Ancak Usta Cheng bitiremeden Bu Fang tarafından kesildi. “Konuşmayı kes… Beni rahatsız ediyorsun. Üçüncü testi çözmenin bir yolunu düşünmem gerekiyor.”
Usta Cheng kendi sözleriyle neredeyse boğuluyordu. Boynunda bir kızarıklık süzülürken gözleri kocaman açıldı.
“Sen…”
Öfkeliydi. Kötü huyuyla bu şekilde aşağılanmaya dayanamazdı.
Bu kadar yeter, Usta Cheng. İzlemek istersen, kal, ama bu genç bayını rahatsız etmeye çalışırsan, gitmeni istemekten başka seçeneğim yok…” Luo Sanniang soğuk bir şekilde söyledi. Bu huysuz yaşlı aptal hakkında hiç iyi bir izlenimi yoktu.
Kâhya Luo, gerçekten bu çocuğun üçüncü testi tamamlayabileceğini düşünüyor musun? İkinci testi şans eseri tamamladığı halde neden hala ona umut bağlıyorsunuz? İkinci testi de tamamlayabilirim!” Usta Cheng öfkeyle baktı. Ateş Kanununu anlayan biri olarak, öfkesi ateş kadar sıcaktı.
Luo Sanniang’ın yüzü dondu. Bu yaşlı aptala karşı duyduğu tiksinti daha da güçlendi, ama aynı zamanda söylediklerinin doğru olduğunu da biliyordu. İlk mühürdeki üç testten, her biri bir öncekinden daha zor olan üçüncü testin tamamlanması neredeyse imkansızdı. Bu Fang’ın üçüncü testi yüz nefeste tamamlaması hüsnükuruntu oldu.

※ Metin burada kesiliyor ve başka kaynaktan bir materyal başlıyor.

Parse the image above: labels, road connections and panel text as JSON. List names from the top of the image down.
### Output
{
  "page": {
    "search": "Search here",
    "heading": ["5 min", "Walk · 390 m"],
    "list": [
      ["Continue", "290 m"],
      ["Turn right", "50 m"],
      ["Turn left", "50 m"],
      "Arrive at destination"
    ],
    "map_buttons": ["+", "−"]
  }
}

İçini çekti ve Usta Cheng’i çok fazla gücendirmemesi gerektiğini düşündü. Ne de olsa, İlahi Şef Tapınağının yüksek kademesi ona hala büyük önem veriyordu. Miras mühürlerini kırabilecek kilit kişinin o olduğunu düşünüyorlardı.
“Şans mı?”
Bu Fang, Usta Cheng’e sanki bir aptala bakıyormuş gibi baktı. Bakışları hem Dünya İlahi Şefinin hem de Luo Sanniang’ın duraklamasına neden oldu.
“Gerçek bir şefin sözlüğünde asla ‘fluke’ yoktur. Bıçaklarımızı sadece kendimize güvendiğimizde sallarız… Bu kadar basit bir gerçeği anlamıyor musun? Bu kelimenin bir şefin ağzından çıkması utanç verici,” dedi Bu Fang kayıtsızca.
Bir sonraki an, Ejderha Kemiği Mutfak Bıçağı tekrar ortaya çıktı ve Bu Fang’ın elinde dönerken altın rengi parlıyordu. Onu sıkıca tutarak, Vermilion Cüppesi rüzgarda çırpınırken düzeneğe doğru yürüdü.
Kâhya Luo, şimdi üçüncü testi çözeceğim. Lütfen o sorun çıkaranları gönderin. Yakında bahsettiği şansın çok iyi olduğunu anlayacak… gülünç.”